Task details:
Copy exactly every line below, from the first through the one that contains "const c = document.querySelector('canvas').getContext('2d');", and skip all pictures.
###
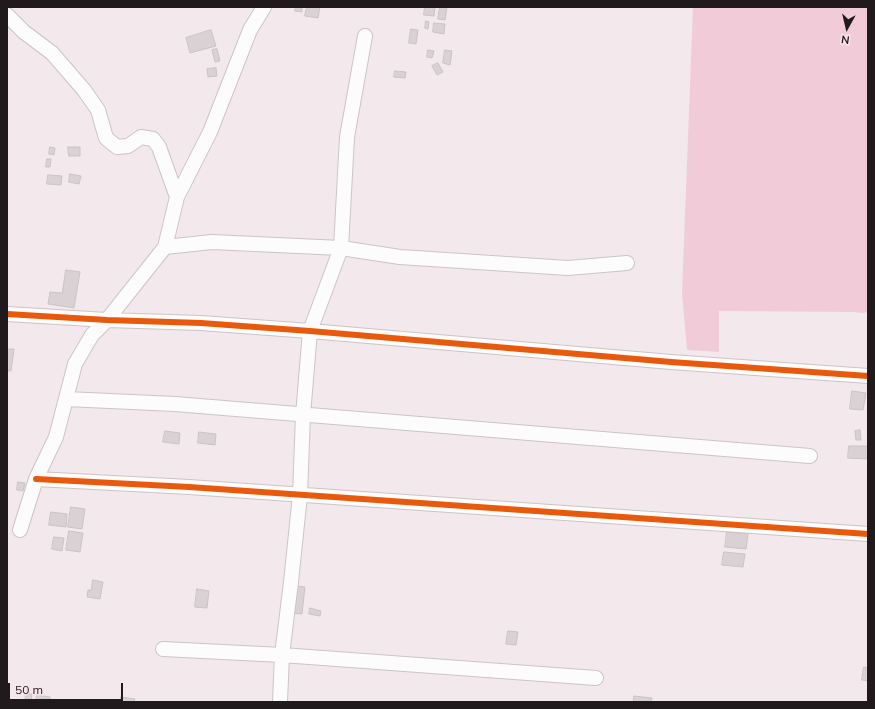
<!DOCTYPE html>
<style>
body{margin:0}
#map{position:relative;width:875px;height:709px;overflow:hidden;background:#f3e9ec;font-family:Mulish,sans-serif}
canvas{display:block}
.frame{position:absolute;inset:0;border:8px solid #211a1d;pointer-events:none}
.north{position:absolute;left:827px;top:8px;width:40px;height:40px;-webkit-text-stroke:3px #f7e5eb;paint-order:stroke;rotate:188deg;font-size:11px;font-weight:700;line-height:16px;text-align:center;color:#211a1d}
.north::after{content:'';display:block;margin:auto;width:14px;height:18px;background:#211a1d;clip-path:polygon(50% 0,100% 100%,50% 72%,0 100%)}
.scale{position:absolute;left:8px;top:683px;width:115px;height:18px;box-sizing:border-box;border:2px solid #211a1d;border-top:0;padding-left:5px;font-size:12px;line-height:14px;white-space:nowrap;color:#211a1d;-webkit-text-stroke:3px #f7e5eb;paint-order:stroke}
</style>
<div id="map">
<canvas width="875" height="709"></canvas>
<div class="frame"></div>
<div class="north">N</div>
<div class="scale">50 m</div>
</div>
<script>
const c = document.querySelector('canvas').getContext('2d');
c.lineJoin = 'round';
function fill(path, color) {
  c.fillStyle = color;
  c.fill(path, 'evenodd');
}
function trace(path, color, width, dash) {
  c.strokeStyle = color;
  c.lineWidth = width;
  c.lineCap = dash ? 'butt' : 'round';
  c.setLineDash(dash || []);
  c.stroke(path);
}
const green = new Path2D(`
 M693,7H868V312L863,313L854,312L719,311V352L687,350L682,293Z`);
const building = new Path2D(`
 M296,7H302V12L295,11Z
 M307,7H320L318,18L305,16Z
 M425,7H435L434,16L424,15Z
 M440,7H447L445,20L438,19Z
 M426,21L429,22L428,29L425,28Z
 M434,23L445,24L444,34L433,32Z
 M411,29L418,30L416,44L409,43Z
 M211,30L216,46L190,53L186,38Z
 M217,49L220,61L215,62L212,50Z
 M428,50L434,51L432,58L427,57Z
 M445,50L452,51L450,65L443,63Z
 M438,63L443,72L437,75L432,66Z
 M216,68L217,76L208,77L207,69Z
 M395,71L406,72L405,78L394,77Z
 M50,147L55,148L54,155L49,154Z
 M68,147H80V156H69Z
 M47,159H51L50,167H46Z
 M70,174L81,176L79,184L69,182Z
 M48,175L62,176L61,185L47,184Z
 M66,270L80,272L74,308L48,304L50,292L62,293Z
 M7,349H14L11,371H7Z
 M852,391L866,393L863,410L850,409Z
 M860,430L861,440H856L855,431Z
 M165,431L180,433L179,444L163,442Z
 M199,432L216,434L215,445L198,443Z
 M849,446H868V459L848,458Z
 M18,482L25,483L23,491L17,490Z
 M71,507L85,509L82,529L68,527Z
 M51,512L67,514L66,527L49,525Z
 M69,531L83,533L80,552L66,550Z
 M727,532L748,534L746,549L725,547Z
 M54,537L64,538L62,551L52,549Z
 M724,552L745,554L743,567L722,565Z
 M93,580L103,582L100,599L87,597L88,590H91Z
 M295,586L305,587L302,614L291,613Z
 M197,589L209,591L207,608L195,607Z
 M310,608L321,611L320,616L309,614Z
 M508,631L518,632L516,645L506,644Z
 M864,667L868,668V681L862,680Z
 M26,694H32L31,702H25Z
 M37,695L50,697V702H36Z
 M634,696L652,698L651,702H634Z
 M121,697L135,699L134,702H120Z`);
const minor = new Path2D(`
 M7,15L24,32L52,53L84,90L98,110L106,138L117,147L128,146L141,137L153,139L159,147L177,197
 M165,247L212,242L341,248L400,257L568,268L627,263
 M7,314L107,320L201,323L310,331L671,362L868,376
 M66,399L175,404L810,456
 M36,479L189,487L868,534
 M20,530L36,479L56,437L75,364L92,335L107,320L165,247L177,197L210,132L250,30L264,7
 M163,649L282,655L596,678
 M280,702L282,655L291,582L300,495L303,415L310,331L341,248L347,137L365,36`);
const cycleway = new Path2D(`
 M7,314L107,320L201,323L310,331L671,362L868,376
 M36,479L189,487L868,534`);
fill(green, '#f2cbd9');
fill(building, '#d9d1d4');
trace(building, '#cac3c6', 1);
trace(minor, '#cbc4c7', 16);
trace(minor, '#fdfcfc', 14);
trace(cycleway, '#e8590c', 6);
</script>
###
Written response:
<!DOCTYPE html>
<style>
body{margin:0}
#map{position:relative;width:875px;height:709px;overflow:hidden;background:#f3e9ec;font-family:Mulish,sans-serif}
canvas{display:block}
.frame{position:absolute;inset:0;border:8px solid #211a1d;pointer-events:none}
.north{position:absolute;left:827px;top:8px;width:40px;height:40px;-webkit-text-stroke:3px #f7e5eb;paint-order:stroke;rotate:188deg;font-size:11px;font-weight:700;line-height:16px;text-align:center;color:#211a1d}
.north::after{content:'';display:block;margin:auto;width:14px;height:18px;background:#211a1d;clip-path:polygon(50% 0,100% 100%,50% 72%,0 100%)}
.scale{position:absolute;left:8px;top:683px;width:115px;height:18px;box-sizing:border-box;border:2px solid #211a1d;border-top:0;padding-left:5px;font-size:12px;line-height:14px;white-space:nowrap;color:#211a1d;-webkit-text-stroke:3px #f7e5eb;paint-order:stroke}
</style>
<div id="map">
<canvas width="875" height="709"></canvas>
<div class="frame"></div>
<div class="north">N</div>
<div class="scale">50 m</div>
</div>
<script>
const c = document.querySelector('canvas').getContext('2d');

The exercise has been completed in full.